At the heart of automatic differentiation is the Chain Rule that enables us to decompose a complex derivative into a set of derivatives involving elementary functions of which we know explicit forms. 

We will first introduce the case of 1-D input and generalize it to multidimensional inputs.

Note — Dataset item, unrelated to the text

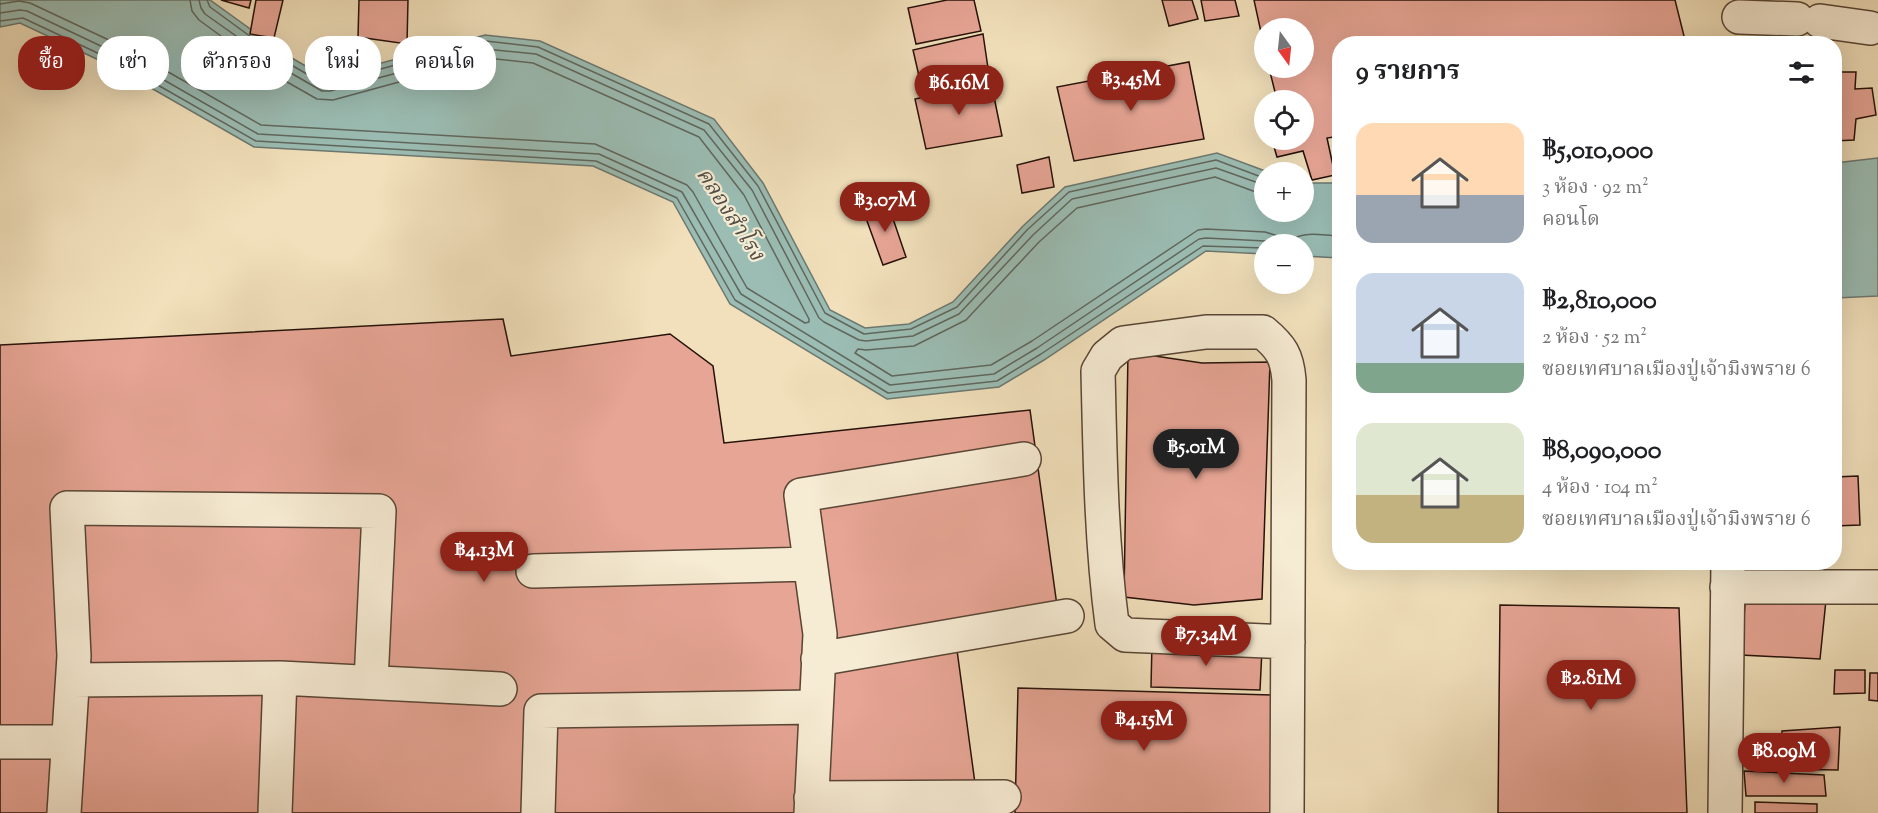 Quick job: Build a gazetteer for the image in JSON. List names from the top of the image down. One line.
{"water":["คลองสำโรง"],"north":"bottom","page":{"map_buttons":["+","−"],"chip":["ซื้อ","เช่า","ตัวกรอง","ใหม่","คอนโด"],"heading":"9 รายการ","price":["฿3.45M","฿6.16M","฿3.07M","฿5.01M","฿4.13M","฿7.34M","฿2.81M","฿4.15M","฿8.09M"],"list":[{"name":"฿5,010,000","note":"3 ห้อง · 92 m² · คอนโด"},{"name":"฿2,810,000","note":"2 ห้อง · 52 m² · ซอยเทศบาลเมืองปู่เจ้ามิงพราย 6"},{"name":"฿8,090,000","note":"4 ห้อง · 104 m² · ซอยเทศบาลเมืองปู่เจ้ามิงพราย 6"}]}}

1-D input: Suppose we have a function $ h(u(t)) $ and we want to compute the derivative of $ h $ with respect to $ t $. This derivative is given by

$$
\begin{align}
\frac{dh}{dt} = \frac{\partial h}{\partial u} \frac{du}{dt}\\
\end{align}
$$

Before introducing vector inputs, let's first take a look at the gradient operator $ \nabla $

That is, for  $ y\colon \mathbb {R} ^{n} \to \mathbb {R} $, its gradient $ \nabla y \colon \mathbb {R} ^{n} \to \mathbb {R} ^{n}$ is defined at the point $ x = (x_1, ..., x_n) $ in n-dimensional space as the vector

$$
\begin{align}
\nabla y(x) =
\begin{bmatrix}
{\frac {\partial y}{\partial x_{1}}}(x)
\\
\vdots 
\\
{\frac {\partial y}{\partial x_{n}}}(x)
\end{bmatrix}
\end{align}
$$

Multidimensional (or Vector) inputs: Suppose we have a function $ h(y_1(x), ..., y_n(x)) $ and we want to compute the derivative of $ h $ with respect to $ x $. This derivative is given by:

$$
\begin{align}
\nabla h_x = \sum_{i=1}^n \frac{\partial h}{\partial y_i} \nabla y_i(x)\\
\end{align}
$$

#### 2: Evaluation (Forward) Trace
Definition: Suppose x = $ \begin{bmatrix} {x_1} \\ \vdots \\ {x_m} \end{bmatrix} $, we defined $ v_{k - m} = x_k $ for $ k = 1, 2, ..., m $ in the evaluation trace.

Motivation: The evaluation trace introduces intermediate results $ v_{k-m} $ of elementary unary or binary operations.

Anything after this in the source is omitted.